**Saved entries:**
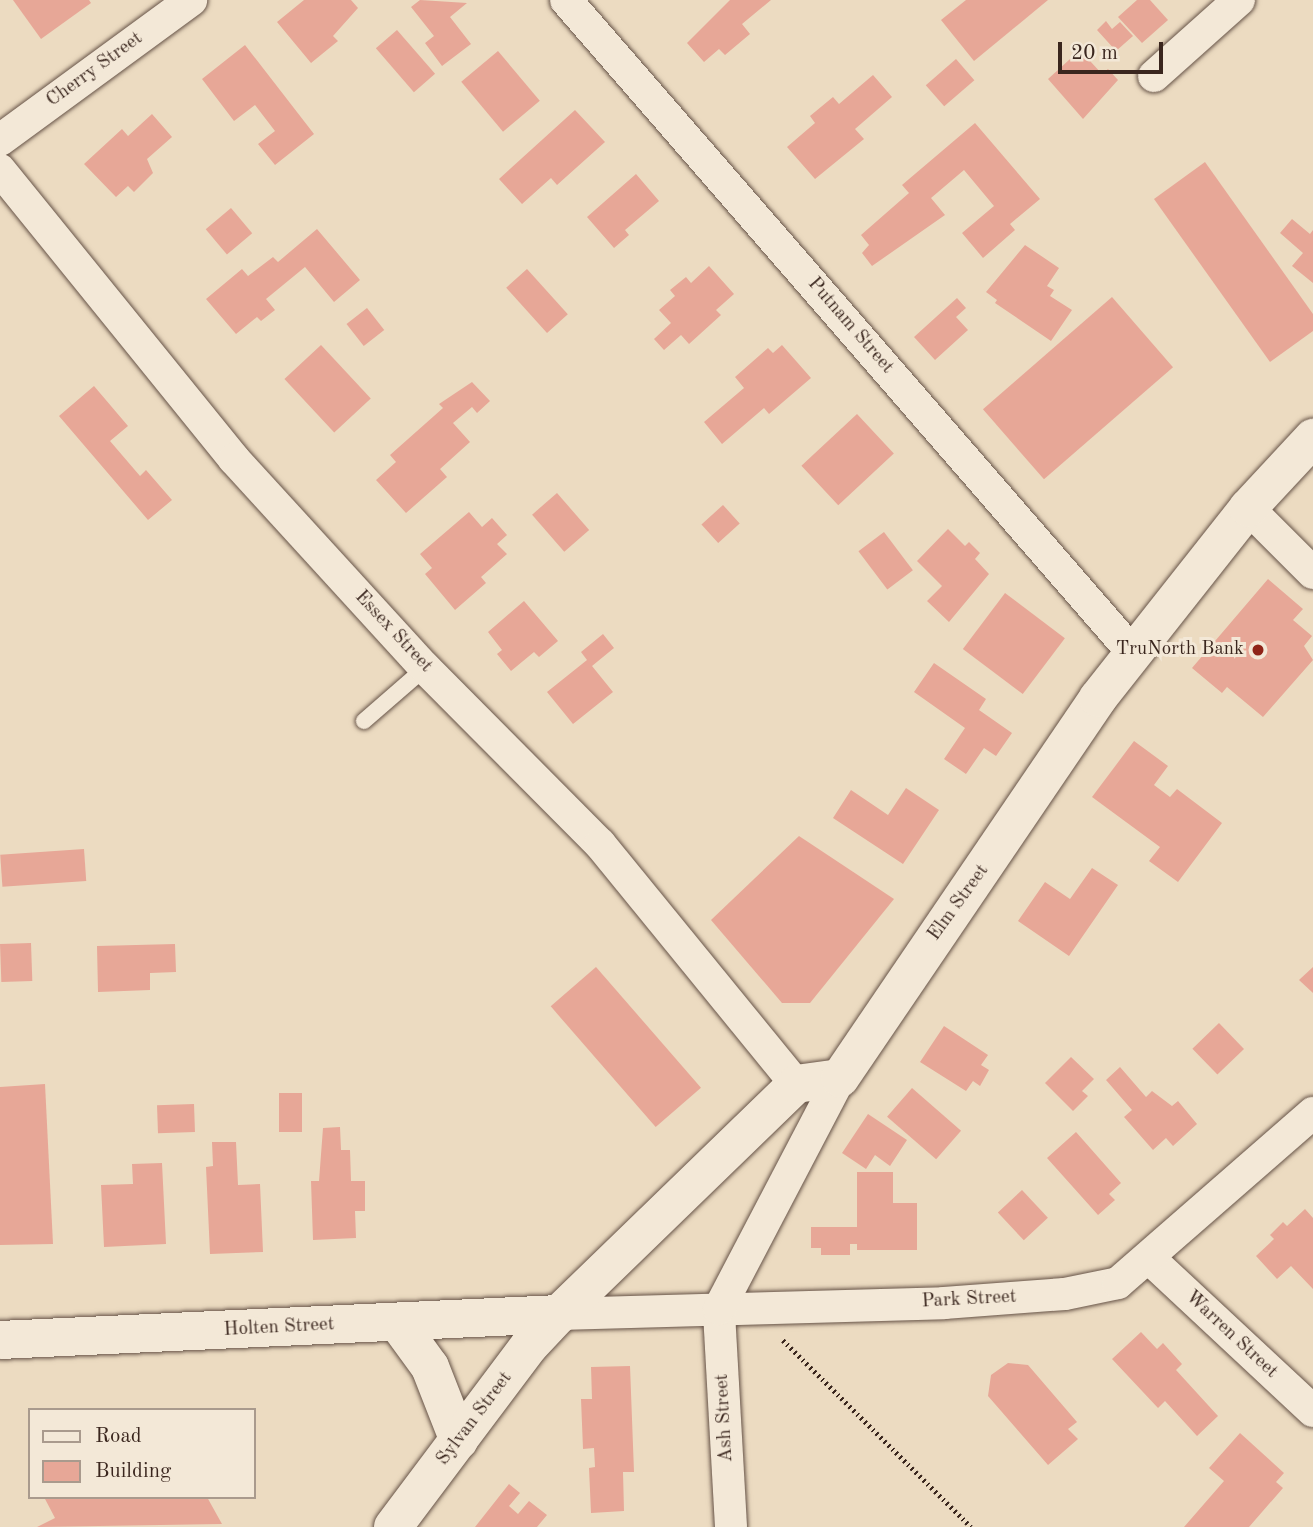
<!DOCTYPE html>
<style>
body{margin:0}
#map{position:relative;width:1313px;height:1527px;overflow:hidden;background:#ecdbc1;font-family:"Old Standard TT",serif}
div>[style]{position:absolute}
.building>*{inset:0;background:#e7a797;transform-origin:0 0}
.path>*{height:4.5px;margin-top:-2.25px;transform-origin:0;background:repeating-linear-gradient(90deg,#3a261e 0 2px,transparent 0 5.5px)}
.roads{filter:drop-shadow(0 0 2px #665347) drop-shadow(0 0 2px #665347)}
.service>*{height:16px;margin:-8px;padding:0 8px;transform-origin:8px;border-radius:8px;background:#f3e8d7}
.minor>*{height:32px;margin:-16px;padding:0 16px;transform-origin:16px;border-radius:16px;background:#f3e8d7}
.secondary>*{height:38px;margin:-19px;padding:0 19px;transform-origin:19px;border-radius:19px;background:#f3e8d7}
.dots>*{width:19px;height:19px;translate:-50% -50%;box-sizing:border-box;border:4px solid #f3e8d7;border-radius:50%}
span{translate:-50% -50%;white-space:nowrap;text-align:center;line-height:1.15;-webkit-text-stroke:6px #f3e8d7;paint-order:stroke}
.street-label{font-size:19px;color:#3a261e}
.poi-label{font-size:19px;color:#3a261e}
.right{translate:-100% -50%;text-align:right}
.legend{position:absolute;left:28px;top:1408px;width:228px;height:91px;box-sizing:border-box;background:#f3e8d7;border:2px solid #a99a8d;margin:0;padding:9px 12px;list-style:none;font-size:21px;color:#3a261e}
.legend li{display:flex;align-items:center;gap:14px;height:35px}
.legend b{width:35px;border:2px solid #a99a8d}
.scale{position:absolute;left:1058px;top:42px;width:105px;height:32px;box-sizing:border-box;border:4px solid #3a261e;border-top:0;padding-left:9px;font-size:21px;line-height:24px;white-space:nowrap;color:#3a261e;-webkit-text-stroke:5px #f3e8d7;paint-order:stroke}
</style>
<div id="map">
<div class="building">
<i style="clip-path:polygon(13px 0,89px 0,91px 3px,41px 39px)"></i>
<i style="clip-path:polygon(304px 0,351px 0,358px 8px,333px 36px,338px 41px,311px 63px,277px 22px)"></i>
<i style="clip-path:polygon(420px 0,467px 3px,450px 17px,471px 44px,442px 66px,425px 43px,434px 36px,411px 7px)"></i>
<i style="clip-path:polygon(730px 0,771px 0,742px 24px,750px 34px,725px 55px,719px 49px,704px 62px,687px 43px)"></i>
<i style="clip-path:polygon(966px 0,1048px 0,974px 61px,941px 20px)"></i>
<i style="clip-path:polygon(1137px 0,1150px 0,1168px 20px,1142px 43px,1118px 17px)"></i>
<i style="clip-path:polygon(1106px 21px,1112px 29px,1120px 22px,1133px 36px,1116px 51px,1097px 30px)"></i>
<i style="left:397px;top:30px;width:58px;height:28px;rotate:49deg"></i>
<i style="clip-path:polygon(245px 45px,314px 134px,275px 165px,258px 144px,275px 131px,255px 105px,234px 121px,202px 79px)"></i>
<i style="clip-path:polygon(1080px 50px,1102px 74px,1108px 69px,1118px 80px,1083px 119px,1048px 79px)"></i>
<i style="left:498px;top:51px;width:65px;height:48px;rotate:50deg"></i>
<i style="left:956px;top:59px;width:28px;height:40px;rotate:49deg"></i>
<i style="clip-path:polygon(873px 75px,892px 97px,855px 129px,864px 139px,815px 179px,787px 147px,815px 123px,810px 116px,833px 97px,839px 104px)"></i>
<i style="clip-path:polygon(575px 110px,605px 142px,557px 185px,551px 178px,522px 204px,499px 179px)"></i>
<i style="clip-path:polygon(152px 114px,172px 137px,147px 159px,153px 173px,134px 192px,128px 186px,116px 197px,84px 164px,122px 129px,128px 136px)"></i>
<i style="clip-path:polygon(975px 123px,1040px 199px,1010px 224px,1015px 230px,983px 258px,962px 233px,994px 206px,964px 170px,931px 198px,945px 215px,872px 266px,862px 253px,869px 245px,861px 235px,909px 193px,902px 185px)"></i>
<i style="clip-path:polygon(1205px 162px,1313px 314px,1313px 331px,1270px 362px,1154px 199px)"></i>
<i style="clip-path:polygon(636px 174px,659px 201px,625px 230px,629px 235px,614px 248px,587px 217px)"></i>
<i style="left:231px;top:208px;width:33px;height:33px;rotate:50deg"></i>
<i style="clip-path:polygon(1292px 219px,1310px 234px,1313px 230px,1313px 283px,1292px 266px,1303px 253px,1280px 233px)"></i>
<i style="clip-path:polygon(317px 229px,360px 280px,334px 302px,305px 267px,266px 299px,275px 310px,261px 321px,257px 317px,236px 334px,206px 299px,242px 269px,248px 276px,273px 257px,278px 262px)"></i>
<i style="clip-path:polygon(1025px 245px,1059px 268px,1047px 286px,1054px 290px,1050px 296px,1072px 310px,1051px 341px,995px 303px,997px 300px,986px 292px)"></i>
<i style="clip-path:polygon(709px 266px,734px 294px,716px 310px,721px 315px,689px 344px,681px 335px,664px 350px,654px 339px,671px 323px,659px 310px,675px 296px,670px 290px,686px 277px,691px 283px)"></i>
<i style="left:527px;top:269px;width:61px;height:28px;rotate:48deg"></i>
<i style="left:1112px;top:297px;width:93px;height:171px;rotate:49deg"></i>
<i style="clip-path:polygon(957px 298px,966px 308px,956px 317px,968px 330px,935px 360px,914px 337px)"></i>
<i style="left:367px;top:308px;width:28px;height:26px;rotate:52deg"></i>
<i style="left:321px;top:345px;width:73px;height:50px;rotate:47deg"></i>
<i style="clip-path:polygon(782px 345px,811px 378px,769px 414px,764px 408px,722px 444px,704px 422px,744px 388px,735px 377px,768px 348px,773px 353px)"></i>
<i style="clip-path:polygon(472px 382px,490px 401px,477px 413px,472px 407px,453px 423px,470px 442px,440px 469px,447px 477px,406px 513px,376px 480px,396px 462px,390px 455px,443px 408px,439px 404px)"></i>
<i style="clip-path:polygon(94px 386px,128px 426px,110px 441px,140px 476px,146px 470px,172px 500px,148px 520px,59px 416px)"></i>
<i style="left:857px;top:414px;width:54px;height:76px;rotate:47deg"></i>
<i style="left:557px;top:493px;width:49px;height:33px;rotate:49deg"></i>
<i style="left:723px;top:505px;width:25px;height:29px;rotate:48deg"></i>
<i style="clip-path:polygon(469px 512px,482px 527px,492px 518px,507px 535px,497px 544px,507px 554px,481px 577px,486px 583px,455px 610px,425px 574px,432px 568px,420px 554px)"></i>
<i style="clip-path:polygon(948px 529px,965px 546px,969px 542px,980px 553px,975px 559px,989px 574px,949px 622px,927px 601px,942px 586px,917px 561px)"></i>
<i style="left:884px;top:532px;width:48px;height:32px;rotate:53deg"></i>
<i style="clip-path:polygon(1268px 579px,1303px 609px,1293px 620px,1312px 636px,1304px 646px,1313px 660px,1263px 717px,1227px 687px,1222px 693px,1192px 668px)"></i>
<i style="left:1005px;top:593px;width:75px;height:70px;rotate:37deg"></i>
<i style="clip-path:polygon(524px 601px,558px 641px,539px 657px,534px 652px,511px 671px,497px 654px,502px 650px,488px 632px)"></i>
<i style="clip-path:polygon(603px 634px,614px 648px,592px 666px,613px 692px,573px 724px,547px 692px,587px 660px,581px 652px)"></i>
<i style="clip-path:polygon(934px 663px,986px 699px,979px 710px,1012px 733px,996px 756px,984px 748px,966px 774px,944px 759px,965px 728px,914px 692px)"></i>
<i style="clip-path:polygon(1134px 741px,1168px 766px,1154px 785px,1170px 797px,1177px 789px,1222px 823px,1178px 882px,1149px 861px,1160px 847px,1092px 797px)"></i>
<i style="clip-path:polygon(906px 788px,939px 810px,903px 864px,833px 818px,851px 790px,888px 815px)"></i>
<i style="clip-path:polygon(799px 836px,894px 899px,810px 1003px,782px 1003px,711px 920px)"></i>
<i style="left:84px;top:849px;width:32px;height:84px;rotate:86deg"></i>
<i style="clip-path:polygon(1092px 868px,1118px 885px,1069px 956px,1018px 921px,1045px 882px,1070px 899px)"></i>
<i style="left:31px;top:943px;width:38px;height:31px;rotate:88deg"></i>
<i style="clip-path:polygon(175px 944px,176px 972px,150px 973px,150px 990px,98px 992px,97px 946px)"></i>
<i style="left:596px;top:967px;width:160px;height:60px;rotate:49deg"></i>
<i style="clip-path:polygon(1313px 967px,1313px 993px,1299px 980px)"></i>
<i style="left:1219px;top:1023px;width:36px;height:37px;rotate:46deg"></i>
<i style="clip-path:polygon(944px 1026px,988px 1055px,981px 1065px,989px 1070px,980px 1086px,973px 1081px,966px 1091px,920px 1062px)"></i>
<i style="clip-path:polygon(1071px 1057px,1094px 1079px,1082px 1091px,1088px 1096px,1073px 1111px,1045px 1083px)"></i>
<i style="clip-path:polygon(1120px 1067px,1146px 1097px,1152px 1091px,1172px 1106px,1178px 1101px,1197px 1124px,1173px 1146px,1166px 1138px,1153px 1150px,1124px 1117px,1132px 1110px,1106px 1080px)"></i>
<i style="clip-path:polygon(45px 1084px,53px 1244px,0 1245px,0 1087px)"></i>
<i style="left:912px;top:1088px;width:65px;height:38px;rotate:41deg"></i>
<i style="left:302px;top:1093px;width:39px;height:23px;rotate:90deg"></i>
<i style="left:194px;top:1104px;width:28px;height:37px;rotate:88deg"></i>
<i style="clip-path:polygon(868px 1114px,907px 1140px,890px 1166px,875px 1155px,866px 1169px,842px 1153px)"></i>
<i style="clip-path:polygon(340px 1127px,341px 1150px,350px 1150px,351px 1181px,365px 1181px,365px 1211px,355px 1211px,356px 1238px,313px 1240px,311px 1181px,319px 1181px,323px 1128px)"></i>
<i style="clip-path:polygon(1076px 1132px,1121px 1183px,1109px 1194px,1115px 1200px,1098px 1215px,1047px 1158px)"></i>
<i style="clip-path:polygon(212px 1142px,236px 1142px,238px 1185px,260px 1184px,263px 1252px,210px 1254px,206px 1167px,213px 1166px)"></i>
<i style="clip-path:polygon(162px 1163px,166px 1244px,104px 1247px,101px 1185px,133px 1184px,132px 1164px)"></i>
<i style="clip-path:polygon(857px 1172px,893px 1172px,893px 1203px,917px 1203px,917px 1250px,857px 1250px,857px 1244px,850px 1244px,850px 1255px,821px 1255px,821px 1248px,811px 1248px,811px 1227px,857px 1227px)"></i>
<i style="left:1022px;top:1190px;width:38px;height:33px;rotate:47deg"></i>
<i style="clip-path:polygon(1305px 1209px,1313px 1218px,1313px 1289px,1291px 1266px,1277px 1279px,1256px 1256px,1274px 1239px,1270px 1235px,1283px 1222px,1287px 1226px)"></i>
<i style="clip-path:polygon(1141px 1332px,1157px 1349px,1163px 1343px,1182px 1364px,1176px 1370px,1218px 1416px,1197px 1436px,1165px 1401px,1158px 1408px,1112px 1359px)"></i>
<i style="clip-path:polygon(1008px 1363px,1028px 1365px,1077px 1422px,1068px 1429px,1078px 1439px,1048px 1465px,988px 1396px,991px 1375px)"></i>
<i style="clip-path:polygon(630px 1366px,634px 1472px,623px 1472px,624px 1511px,591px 1513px,589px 1468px,595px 1467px,594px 1448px,583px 1449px,581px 1399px,592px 1399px,591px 1367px)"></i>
<i style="clip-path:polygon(1240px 1433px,1284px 1473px,1276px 1482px,1283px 1488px,1249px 1527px,1184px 1527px,1224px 1481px,1209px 1468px)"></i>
<i style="clip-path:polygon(509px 1484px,520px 1493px,509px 1506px,518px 1514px,529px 1501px,547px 1515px,537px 1527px,475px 1527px)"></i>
<i style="clip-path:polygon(44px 1497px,207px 1497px,222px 1524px,37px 1527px,55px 1518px)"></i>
</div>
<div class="path">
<i style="left:783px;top:1340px;width:265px;rotate:44.8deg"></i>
</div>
<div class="roads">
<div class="service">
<i style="left:364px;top:721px;width:81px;rotate:-41deg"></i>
</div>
<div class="minor">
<i style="left:566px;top:0;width:865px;rotate:49.03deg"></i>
<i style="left:1154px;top:76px;width:114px;rotate:-41.8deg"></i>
<i style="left:0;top:140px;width:237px;rotate:-36.2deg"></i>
<i style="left:0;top:170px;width:372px;rotate:51deg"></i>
<i style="left:234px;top:459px;width:283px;rotate:47.6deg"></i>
<i style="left:425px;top:668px;width:248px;rotate:45.2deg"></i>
<i style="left:600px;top:844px;width:310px;rotate:50.8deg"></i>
<i style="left:1248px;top:508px;width:92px;rotate:45deg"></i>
<i style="left:1150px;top:1259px;width:223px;rotate:43deg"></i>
<i style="left:559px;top:1314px;width:385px;rotate:-1.6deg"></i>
<i style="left:944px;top:1303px;width:121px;rotate:-4.3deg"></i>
<i style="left:1065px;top:1294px;width:54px;rotate:-11.7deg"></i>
<i style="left:1118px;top:1283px;width:259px;rotate:-41.1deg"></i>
<i style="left:731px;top:1527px;width:218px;rotate:-93.2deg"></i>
<i style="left:719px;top:1309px;width:261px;rotate:-62.4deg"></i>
</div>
<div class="secondary">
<i style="left:398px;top:1323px;width:54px;rotate:54deg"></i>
<i style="left:430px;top:1367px;width:79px;rotate:68.6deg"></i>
<i style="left:0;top:1340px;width:560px;rotate:-2.66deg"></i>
<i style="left:393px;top:1527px;width:226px;rotate:-53.1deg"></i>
<i style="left:529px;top:1346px;width:44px;rotate:-46.8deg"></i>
<i style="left:559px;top:1314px;width:330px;rotate:-44.1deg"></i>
<i style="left:796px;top:1084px;width:44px;rotate:-7.8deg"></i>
<i style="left:840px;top:1078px;width:459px;rotate:-55.8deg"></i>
<i style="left:1098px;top:698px;width:242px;rotate:-51.7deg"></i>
<i style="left:1248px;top:508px;width:96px;rotate:-47.1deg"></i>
</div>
</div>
<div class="dots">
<i style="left:1258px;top:650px;background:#8f2418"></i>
</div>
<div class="street-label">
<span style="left:95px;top:70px;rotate:-36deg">Cherry Street</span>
<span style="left:850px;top:326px;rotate:49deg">Putnam Street</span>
<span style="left:393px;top:632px;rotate:47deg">Essex Street</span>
<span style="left:959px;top:903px;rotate:-54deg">Elm Street</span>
<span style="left:969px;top:1300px;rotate:-3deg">Park Street</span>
<span style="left:279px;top:1328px;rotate:-3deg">Holten Street</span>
<span style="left:1231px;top:1335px;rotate:43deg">Warren Street</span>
<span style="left:725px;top:1418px;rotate:-93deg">Ash Street</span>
<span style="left:475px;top:1419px;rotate:-53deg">Sylvan Street</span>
</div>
<div class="poi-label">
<span class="right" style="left:1244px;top:650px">TruNorth Bank</span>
</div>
<ul class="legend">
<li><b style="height:9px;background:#f3e8d7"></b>Road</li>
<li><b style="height:19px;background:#e7a797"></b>Building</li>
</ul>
<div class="scale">20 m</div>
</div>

**YOUR INSTRUCTIONS:** Pick each line holding the word "service" out of the data and copy it.

**ANSWER BELOW:**
.service>*{height:16px;margin:-8px;padding:0 8px;transform-origin:8px;border-radius:8px;background:#f3e8d7}
<div class="service">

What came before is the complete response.